Missionné en octobre dernier par le précédent Premier ministre Michel Barnier, le député du Loir-et-Cher Christophe Marion a remis le 8 janvier dernier à la Ministre de la Culture Rachida Dati, son rapport sur la restitution des restes humains des collections publiques françaises, en particulier ceux originaires des territoires d'outre-mer. Sa mission consistait à trouver une solution juridique pour permettre la sortie des collections publiques des restes humains dont la restitution serait réclamée, en France, par les descendants ou des représentants du territoire ou de la culture d’origine du défunt.
A la suite d'une demande formulée par l'association amérindienne Kali'na Moliko Alet+po, afin d’obtenir le rapatriement des restes humains de Kali'na, actuellement conservés au Musée de l’Homme, l'ancien Premier ministre Ministre avait confié au député Christophe Marion une mission sur la restitution des restes humains des collections publiques françaises. Après trois mois d'auditions, le député du Loir-et-Cher a remis son rapport, dont Outremers 360 a pu se procurer.
La question de la restitution des restes humains est délicate et à la fois une procédure longue. En France, depuis une trentaine d'années, des restitutions des restes humains sont effectuées.

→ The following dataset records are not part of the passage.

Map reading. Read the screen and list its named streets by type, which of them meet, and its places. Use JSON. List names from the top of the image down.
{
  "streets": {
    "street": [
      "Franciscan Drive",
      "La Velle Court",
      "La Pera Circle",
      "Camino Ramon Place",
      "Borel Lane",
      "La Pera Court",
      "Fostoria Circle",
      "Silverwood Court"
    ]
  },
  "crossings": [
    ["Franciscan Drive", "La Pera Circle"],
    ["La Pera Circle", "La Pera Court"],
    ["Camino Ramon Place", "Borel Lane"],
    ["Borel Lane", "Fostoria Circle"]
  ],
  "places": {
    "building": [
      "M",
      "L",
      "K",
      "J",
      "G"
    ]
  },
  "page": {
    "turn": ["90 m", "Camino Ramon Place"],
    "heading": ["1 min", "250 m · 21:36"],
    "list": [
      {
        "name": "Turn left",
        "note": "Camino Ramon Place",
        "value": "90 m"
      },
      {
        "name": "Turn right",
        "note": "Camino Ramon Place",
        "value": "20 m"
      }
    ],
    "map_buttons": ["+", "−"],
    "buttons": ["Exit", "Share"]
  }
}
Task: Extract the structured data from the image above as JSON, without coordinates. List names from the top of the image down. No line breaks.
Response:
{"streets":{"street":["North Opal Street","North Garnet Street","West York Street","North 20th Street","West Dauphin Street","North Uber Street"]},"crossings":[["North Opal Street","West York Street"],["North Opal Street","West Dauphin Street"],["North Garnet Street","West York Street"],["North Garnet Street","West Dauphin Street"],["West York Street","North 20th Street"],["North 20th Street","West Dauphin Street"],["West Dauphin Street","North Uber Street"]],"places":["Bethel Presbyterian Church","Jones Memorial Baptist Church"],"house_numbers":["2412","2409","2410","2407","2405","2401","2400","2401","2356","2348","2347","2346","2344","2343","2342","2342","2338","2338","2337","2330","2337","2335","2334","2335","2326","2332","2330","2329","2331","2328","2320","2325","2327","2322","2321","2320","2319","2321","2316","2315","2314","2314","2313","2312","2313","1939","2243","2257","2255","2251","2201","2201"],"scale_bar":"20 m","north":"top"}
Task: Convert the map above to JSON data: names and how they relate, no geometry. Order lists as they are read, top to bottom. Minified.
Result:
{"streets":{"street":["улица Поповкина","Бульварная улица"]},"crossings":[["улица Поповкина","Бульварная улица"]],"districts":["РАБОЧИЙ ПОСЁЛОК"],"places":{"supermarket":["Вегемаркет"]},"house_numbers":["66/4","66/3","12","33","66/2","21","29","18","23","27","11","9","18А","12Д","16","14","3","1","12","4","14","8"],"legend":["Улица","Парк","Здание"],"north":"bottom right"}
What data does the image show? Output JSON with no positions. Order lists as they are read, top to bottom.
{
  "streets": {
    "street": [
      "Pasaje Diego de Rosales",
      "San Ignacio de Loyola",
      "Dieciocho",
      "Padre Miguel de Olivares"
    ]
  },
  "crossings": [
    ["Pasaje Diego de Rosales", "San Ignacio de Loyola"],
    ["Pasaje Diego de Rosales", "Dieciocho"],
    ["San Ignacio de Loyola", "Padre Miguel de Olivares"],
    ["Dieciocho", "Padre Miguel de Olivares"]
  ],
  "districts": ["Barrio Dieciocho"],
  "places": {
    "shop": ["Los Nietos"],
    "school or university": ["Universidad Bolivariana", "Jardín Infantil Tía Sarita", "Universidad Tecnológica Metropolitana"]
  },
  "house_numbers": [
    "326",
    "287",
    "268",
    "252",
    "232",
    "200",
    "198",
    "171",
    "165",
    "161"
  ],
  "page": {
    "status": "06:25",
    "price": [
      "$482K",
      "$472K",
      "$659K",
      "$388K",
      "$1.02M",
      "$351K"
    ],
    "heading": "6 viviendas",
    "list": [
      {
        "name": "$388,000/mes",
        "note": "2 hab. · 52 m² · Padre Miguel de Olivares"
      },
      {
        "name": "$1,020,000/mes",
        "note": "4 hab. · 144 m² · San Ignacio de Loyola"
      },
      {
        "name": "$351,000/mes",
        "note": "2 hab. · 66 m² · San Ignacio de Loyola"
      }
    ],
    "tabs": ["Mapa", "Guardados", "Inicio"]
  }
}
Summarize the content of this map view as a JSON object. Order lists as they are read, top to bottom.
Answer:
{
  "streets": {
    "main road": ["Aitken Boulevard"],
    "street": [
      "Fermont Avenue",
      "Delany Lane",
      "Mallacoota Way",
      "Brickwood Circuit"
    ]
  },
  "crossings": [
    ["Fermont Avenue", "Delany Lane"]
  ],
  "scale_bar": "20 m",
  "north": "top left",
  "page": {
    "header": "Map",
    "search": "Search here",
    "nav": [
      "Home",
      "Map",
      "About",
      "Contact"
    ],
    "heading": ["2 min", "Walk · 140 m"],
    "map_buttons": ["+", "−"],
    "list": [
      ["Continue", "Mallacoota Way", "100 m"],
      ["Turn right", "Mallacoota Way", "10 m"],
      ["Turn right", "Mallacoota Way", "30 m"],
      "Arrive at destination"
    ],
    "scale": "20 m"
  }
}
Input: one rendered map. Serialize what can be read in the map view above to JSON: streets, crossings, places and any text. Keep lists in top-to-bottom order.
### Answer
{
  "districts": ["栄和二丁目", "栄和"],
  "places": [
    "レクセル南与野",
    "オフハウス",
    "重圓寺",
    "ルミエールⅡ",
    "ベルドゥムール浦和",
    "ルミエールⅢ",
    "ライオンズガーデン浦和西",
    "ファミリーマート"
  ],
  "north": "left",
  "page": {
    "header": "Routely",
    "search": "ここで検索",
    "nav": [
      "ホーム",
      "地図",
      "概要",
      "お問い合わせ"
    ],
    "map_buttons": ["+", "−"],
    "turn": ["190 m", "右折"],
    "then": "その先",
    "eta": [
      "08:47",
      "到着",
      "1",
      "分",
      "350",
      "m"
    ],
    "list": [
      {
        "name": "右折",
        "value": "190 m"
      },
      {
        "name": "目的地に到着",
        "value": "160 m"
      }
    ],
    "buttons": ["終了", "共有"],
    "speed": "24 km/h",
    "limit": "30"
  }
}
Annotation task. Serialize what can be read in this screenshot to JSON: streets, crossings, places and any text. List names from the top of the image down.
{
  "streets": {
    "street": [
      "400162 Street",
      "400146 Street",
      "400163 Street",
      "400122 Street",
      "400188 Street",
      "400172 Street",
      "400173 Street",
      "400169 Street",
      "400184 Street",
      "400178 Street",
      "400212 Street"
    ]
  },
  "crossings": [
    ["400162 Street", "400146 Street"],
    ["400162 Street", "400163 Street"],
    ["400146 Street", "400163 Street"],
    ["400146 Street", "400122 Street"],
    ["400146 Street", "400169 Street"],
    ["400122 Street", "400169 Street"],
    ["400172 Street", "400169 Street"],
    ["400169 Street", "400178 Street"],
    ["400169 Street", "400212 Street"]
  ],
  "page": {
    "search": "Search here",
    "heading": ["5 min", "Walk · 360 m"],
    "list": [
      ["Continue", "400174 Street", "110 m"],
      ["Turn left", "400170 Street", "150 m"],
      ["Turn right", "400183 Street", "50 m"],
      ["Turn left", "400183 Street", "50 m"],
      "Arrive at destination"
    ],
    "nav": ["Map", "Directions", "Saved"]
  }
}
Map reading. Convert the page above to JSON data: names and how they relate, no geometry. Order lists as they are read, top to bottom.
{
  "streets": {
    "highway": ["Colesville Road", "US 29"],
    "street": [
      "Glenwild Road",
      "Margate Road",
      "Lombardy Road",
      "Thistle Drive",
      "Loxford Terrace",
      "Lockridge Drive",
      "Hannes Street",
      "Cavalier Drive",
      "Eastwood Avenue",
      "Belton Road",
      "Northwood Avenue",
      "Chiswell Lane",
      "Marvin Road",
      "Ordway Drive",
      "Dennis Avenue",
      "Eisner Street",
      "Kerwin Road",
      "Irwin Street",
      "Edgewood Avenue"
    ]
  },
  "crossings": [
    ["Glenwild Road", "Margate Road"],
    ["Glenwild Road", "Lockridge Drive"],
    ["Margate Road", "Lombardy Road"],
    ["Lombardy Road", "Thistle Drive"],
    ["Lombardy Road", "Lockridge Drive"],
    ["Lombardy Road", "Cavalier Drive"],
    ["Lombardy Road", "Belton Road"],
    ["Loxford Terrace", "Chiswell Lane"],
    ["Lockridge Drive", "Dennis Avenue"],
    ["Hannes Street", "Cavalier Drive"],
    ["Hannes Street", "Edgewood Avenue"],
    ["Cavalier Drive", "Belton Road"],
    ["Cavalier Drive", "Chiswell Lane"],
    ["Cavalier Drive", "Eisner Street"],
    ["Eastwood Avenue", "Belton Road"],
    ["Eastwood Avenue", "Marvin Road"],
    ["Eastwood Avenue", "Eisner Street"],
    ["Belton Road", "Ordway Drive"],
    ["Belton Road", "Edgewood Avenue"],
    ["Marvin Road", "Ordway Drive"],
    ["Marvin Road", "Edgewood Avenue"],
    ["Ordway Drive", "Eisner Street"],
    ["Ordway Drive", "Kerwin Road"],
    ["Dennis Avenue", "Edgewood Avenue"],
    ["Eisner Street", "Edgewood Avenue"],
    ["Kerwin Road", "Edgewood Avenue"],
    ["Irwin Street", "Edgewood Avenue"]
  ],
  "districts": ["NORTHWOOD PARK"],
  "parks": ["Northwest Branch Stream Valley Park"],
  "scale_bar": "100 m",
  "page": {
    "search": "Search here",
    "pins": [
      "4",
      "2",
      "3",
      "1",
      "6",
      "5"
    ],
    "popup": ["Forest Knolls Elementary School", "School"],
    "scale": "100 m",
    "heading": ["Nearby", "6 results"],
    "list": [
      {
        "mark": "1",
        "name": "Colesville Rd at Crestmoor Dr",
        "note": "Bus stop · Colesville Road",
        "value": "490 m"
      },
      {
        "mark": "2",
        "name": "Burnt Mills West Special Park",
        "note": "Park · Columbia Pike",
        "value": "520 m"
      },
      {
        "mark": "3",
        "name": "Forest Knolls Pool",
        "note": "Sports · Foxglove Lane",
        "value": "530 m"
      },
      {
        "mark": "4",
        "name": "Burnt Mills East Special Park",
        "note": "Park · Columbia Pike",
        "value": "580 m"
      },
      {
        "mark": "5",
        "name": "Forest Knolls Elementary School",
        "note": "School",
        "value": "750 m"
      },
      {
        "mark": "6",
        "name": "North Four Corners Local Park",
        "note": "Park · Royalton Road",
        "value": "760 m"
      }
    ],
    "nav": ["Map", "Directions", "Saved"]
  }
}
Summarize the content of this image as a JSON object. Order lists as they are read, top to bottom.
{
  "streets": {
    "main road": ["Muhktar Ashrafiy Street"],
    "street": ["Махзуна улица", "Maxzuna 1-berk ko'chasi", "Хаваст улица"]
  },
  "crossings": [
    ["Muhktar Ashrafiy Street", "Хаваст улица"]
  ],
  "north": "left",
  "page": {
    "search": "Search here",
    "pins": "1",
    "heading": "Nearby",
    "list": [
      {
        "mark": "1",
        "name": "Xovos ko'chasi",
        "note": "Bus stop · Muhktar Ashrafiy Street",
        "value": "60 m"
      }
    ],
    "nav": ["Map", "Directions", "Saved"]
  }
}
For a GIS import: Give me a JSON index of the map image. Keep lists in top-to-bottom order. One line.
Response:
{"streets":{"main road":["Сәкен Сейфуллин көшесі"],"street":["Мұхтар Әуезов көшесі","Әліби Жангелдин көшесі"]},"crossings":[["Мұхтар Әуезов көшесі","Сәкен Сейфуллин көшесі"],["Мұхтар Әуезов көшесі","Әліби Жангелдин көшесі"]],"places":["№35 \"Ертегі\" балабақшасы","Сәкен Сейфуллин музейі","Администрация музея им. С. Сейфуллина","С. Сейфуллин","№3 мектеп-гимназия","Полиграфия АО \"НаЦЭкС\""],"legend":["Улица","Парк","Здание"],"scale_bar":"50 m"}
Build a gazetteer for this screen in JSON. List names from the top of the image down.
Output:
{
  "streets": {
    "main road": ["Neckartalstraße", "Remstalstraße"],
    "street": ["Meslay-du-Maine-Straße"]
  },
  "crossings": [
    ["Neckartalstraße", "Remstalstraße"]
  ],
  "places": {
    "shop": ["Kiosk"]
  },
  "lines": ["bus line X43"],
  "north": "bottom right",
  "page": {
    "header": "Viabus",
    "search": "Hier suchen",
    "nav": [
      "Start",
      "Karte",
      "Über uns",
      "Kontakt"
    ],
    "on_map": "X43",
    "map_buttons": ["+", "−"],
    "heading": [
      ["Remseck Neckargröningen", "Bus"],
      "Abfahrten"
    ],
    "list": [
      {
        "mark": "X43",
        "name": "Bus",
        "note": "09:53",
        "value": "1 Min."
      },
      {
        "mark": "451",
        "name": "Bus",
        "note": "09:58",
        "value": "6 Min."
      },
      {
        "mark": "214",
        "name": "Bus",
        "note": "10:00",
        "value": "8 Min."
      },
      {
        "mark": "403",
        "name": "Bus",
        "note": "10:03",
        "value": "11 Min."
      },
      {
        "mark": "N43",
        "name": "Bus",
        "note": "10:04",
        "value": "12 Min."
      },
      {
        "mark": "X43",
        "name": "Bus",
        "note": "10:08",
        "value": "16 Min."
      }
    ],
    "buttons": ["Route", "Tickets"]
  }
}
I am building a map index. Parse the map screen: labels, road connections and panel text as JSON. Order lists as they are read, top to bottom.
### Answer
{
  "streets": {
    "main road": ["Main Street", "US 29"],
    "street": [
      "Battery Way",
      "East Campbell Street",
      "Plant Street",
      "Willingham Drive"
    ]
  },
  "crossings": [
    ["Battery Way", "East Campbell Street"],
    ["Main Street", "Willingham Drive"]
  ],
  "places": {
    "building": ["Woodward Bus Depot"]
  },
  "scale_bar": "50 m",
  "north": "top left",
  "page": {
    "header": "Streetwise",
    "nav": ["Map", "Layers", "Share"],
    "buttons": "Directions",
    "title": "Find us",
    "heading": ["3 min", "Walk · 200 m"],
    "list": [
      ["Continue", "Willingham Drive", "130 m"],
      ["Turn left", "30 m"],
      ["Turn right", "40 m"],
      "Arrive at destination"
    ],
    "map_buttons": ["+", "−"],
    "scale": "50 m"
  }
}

Il faut remonter en 2022 avec la restitution de la Vénus hottentote à l'Afrique du Sud après 8 années de procédures. Il faudra attendre la loi du 26 décembre 2023 pour fixer un cadre pour les restitutions à d'autres États. Cependant, ce texte législatif n'inclut pas les restes humains provenant de territoires ultramarins.
Dans son rapport d'une cinquantaine de pages, le député Christophe Marion met l’accent sur une approche de réconciliation, reconnaissant à la fois les droits des descendants et les impératifs scientifiques. Il propose la mise en œuvre d'une procédure pérenne, soulignant l'importance du dialogue interculturel et du respect des mémoires.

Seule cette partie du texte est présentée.